Stored data entries:
*** Begin section ***

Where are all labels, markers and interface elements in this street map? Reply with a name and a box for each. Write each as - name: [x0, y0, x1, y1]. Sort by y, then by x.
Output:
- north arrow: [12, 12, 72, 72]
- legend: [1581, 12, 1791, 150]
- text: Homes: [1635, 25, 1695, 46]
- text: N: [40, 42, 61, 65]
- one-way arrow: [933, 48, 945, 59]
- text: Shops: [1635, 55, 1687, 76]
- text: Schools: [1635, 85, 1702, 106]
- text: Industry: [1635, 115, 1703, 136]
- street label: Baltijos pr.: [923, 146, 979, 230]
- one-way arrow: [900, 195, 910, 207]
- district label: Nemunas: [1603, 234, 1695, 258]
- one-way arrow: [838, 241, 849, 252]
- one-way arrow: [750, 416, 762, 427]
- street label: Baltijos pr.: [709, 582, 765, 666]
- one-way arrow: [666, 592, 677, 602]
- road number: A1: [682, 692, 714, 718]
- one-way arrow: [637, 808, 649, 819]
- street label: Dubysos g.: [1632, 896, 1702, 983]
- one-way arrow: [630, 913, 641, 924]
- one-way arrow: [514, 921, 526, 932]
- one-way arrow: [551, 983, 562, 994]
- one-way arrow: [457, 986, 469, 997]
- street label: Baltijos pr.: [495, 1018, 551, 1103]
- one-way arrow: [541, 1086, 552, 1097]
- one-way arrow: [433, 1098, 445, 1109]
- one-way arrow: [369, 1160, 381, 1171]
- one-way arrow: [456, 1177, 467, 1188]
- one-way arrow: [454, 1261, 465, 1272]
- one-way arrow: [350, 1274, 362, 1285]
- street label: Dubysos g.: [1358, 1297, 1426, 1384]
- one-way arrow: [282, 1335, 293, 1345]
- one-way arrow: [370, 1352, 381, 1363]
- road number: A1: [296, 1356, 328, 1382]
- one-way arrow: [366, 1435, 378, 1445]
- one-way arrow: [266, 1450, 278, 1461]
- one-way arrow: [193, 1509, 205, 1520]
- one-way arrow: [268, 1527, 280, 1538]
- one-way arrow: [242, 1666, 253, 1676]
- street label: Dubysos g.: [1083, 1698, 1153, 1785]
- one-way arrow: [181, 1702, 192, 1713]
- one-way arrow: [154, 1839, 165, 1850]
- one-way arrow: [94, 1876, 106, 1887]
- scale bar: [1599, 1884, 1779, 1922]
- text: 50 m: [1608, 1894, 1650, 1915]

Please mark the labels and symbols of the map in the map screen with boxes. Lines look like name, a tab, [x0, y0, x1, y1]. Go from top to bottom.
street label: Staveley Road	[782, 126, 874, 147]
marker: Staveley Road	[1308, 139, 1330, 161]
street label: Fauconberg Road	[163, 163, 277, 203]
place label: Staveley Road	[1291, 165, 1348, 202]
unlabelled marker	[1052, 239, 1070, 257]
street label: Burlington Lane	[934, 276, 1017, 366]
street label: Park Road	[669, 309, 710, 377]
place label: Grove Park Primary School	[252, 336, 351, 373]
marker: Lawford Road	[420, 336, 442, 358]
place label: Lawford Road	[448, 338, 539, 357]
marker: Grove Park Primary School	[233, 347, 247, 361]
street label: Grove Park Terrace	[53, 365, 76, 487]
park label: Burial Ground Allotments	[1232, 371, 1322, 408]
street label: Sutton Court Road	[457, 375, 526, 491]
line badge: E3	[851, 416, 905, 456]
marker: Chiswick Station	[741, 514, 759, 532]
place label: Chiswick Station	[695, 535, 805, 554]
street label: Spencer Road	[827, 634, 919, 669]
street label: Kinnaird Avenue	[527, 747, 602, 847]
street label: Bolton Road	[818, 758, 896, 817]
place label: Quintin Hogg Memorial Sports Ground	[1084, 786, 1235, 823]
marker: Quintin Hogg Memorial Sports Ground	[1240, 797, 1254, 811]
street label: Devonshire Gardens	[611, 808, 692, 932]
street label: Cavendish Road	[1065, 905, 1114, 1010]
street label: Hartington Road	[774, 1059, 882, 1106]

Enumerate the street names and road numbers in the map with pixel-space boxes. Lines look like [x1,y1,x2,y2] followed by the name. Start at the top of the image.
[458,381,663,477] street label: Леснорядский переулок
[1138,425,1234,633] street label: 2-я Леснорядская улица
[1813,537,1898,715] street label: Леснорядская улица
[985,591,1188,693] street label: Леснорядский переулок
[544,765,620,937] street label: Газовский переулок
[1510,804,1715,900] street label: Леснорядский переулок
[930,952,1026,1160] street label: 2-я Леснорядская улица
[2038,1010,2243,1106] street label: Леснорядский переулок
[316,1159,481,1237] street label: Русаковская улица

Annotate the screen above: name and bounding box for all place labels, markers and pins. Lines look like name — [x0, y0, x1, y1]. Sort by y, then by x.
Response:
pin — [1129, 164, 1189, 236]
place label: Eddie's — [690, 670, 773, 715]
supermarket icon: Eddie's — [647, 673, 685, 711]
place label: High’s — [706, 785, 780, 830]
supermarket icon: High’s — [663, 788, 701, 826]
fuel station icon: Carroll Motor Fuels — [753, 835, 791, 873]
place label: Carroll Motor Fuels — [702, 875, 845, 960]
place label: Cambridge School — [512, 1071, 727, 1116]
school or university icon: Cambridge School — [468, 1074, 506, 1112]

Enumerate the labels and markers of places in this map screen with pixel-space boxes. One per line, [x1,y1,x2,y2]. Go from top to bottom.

*** End section ***

_HOW TO COMPLETE THIS TASK_
Output all of the entries, exactly as they are written.

_OUTPUT OF THE TASK_
Where are all labels, markers and interface elements in this street map? Reply with a name and a box for each. Write each as - name: [x0, y0, x1, y1]. Sort by y, then by x.
Output:
- north arrow: [12, 12, 72, 72]
- legend: [1581, 12, 1791, 150]
- text: Homes: [1635, 25, 1695, 46]
- text: N: [40, 42, 61, 65]
- one-way arrow: [933, 48, 945, 59]
- text: Shops: [1635, 55, 1687, 76]
- text: Schools: [1635, 85, 1702, 106]
- text: Industry: [1635, 115, 1703, 136]
- street label: Baltijos pr.: [923, 146, 979, 230]
- one-way arrow: [900, 195, 910, 207]
- district label: Nemunas: [1603, 234, 1695, 258]
- one-way arrow: [838, 241, 849, 252]
- one-way arrow: [750, 416, 762, 427]
- street label: Baltijos pr.: [709, 582, 765, 666]
- one-way arrow: [666, 592, 677, 602]
- road number: A1: [682, 692, 714, 718]
- one-way arrow: [637, 808, 649, 819]
- street label: Dubysos g.: [1632, 896, 1702, 983]
- one-way arrow: [630, 913, 641, 924]
- one-way arrow: [514, 921, 526, 932]
- one-way arrow: [551, 983, 562, 994]
- one-way arrow: [457, 986, 469, 997]
- street label: Baltijos pr.: [495, 1018, 551, 1103]
- one-way arrow: [541, 1086, 552, 1097]
- one-way arrow: [433, 1098, 445, 1109]
- one-way arrow: [369, 1160, 381, 1171]
- one-way arrow: [456, 1177, 467, 1188]
- one-way arrow: [454, 1261, 465, 1272]
- one-way arrow: [350, 1274, 362, 1285]
- street label: Dubysos g.: [1358, 1297, 1426, 1384]
- one-way arrow: [282, 1335, 293, 1345]
- one-way arrow: [370, 1352, 381, 1363]
- road number: A1: [296, 1356, 328, 1382]
- one-way arrow: [366, 1435, 378, 1445]
- one-way arrow: [266, 1450, 278, 1461]
- one-way arrow: [193, 1509, 205, 1520]
- one-way arrow: [268, 1527, 280, 1538]
- one-way arrow: [242, 1666, 253, 1676]
- street label: Dubysos g.: [1083, 1698, 1153, 1785]
- one-way arrow: [181, 1702, 192, 1713]
- one-way arrow: [154, 1839, 165, 1850]
- one-way arrow: [94, 1876, 106, 1887]
- scale bar: [1599, 1884, 1779, 1922]
- text: 50 m: [1608, 1894, 1650, 1915]

Please mark the labels and symbols of the map in the map screen with boxes. Lines look like name, a tab, [x0, y0, x1, y1]. Go from top to bottom.
street label: Staveley Road	[782, 126, 874, 147]
marker: Staveley Road	[1308, 139, 1330, 161]
street label: Fauconberg Road	[163, 163, 277, 203]
place label: Staveley Road	[1291, 165, 1348, 202]
unlabelled marker	[1052, 239, 1070, 257]
street label: Burlington Lane	[934, 276, 1017, 366]
street label: Park Road	[669, 309, 710, 377]
place label: Grove Park Primary School	[252, 336, 351, 373]
marker: Lawford Road	[420, 336, 442, 358]
place label: Lawford Road	[448, 338, 539, 357]
marker: Grove Park Primary School	[233, 347, 247, 361]
street label: Grove Park Terrace	[53, 365, 76, 487]
park label: Burial Ground Allotments	[1232, 371, 1322, 408]
street label: Sutton Court Road	[457, 375, 526, 491]
line badge: E3	[851, 416, 905, 456]
marker: Chiswick Station	[741, 514, 759, 532]
place label: Chiswick Station	[695, 535, 805, 554]
street label: Spencer Road	[827, 634, 919, 669]
street label: Kinnaird Avenue	[527, 747, 602, 847]
street label: Bolton Road	[818, 758, 896, 817]
place label: Quintin Hogg Memorial Sports Ground	[1084, 786, 1235, 823]
marker: Quintin Hogg Memorial Sports Ground	[1240, 797, 1254, 811]
street label: Devonshire Gardens	[611, 808, 692, 932]
street label: Cavendish Road	[1065, 905, 1114, 1010]
street label: Hartington Road	[774, 1059, 882, 1106]

Enumerate the street names and road numbers in the map with pixel-space boxes. Lines look like [x1,y1,x2,y2] followed by the name. Start at the top of the image.
[458,381,663,477] street label: Леснорядский переулок
[1138,425,1234,633] street label: 2-я Леснорядская улица
[1813,537,1898,715] street label: Леснорядская улица
[985,591,1188,693] street label: Леснорядский переулок
[544,765,620,937] street label: Газовский переулок
[1510,804,1715,900] street label: Леснорядский переулок
[930,952,1026,1160] street label: 2-я Леснорядская улица
[2038,1010,2243,1106] street label: Леснорядский переулок
[316,1159,481,1237] street label: Русаковская улица

Annotate the screen above: name and bounding box for all place labels, markers and pins. Lines look like name — [x0, y0, x1, y1]. Sort by y, then by x.
Response:
pin — [1129, 164, 1189, 236]
place label: Eddie's — [690, 670, 773, 715]
supermarket icon: Eddie's — [647, 673, 685, 711]
place label: High’s — [706, 785, 780, 830]
supermarket icon: High’s — [663, 788, 701, 826]
fuel station icon: Carroll Motor Fuels — [753, 835, 791, 873]
place label: Carroll Motor Fuels — [702, 875, 845, 960]
place label: Cambridge School — [512, 1071, 727, 1116]
school or university icon: Cambridge School — [468, 1074, 506, 1112]

Enumerate the labels and markers of places in this map screen with pixel-space boxes. One per line, [x1,y1,x2,y2]. Go from top to bottom.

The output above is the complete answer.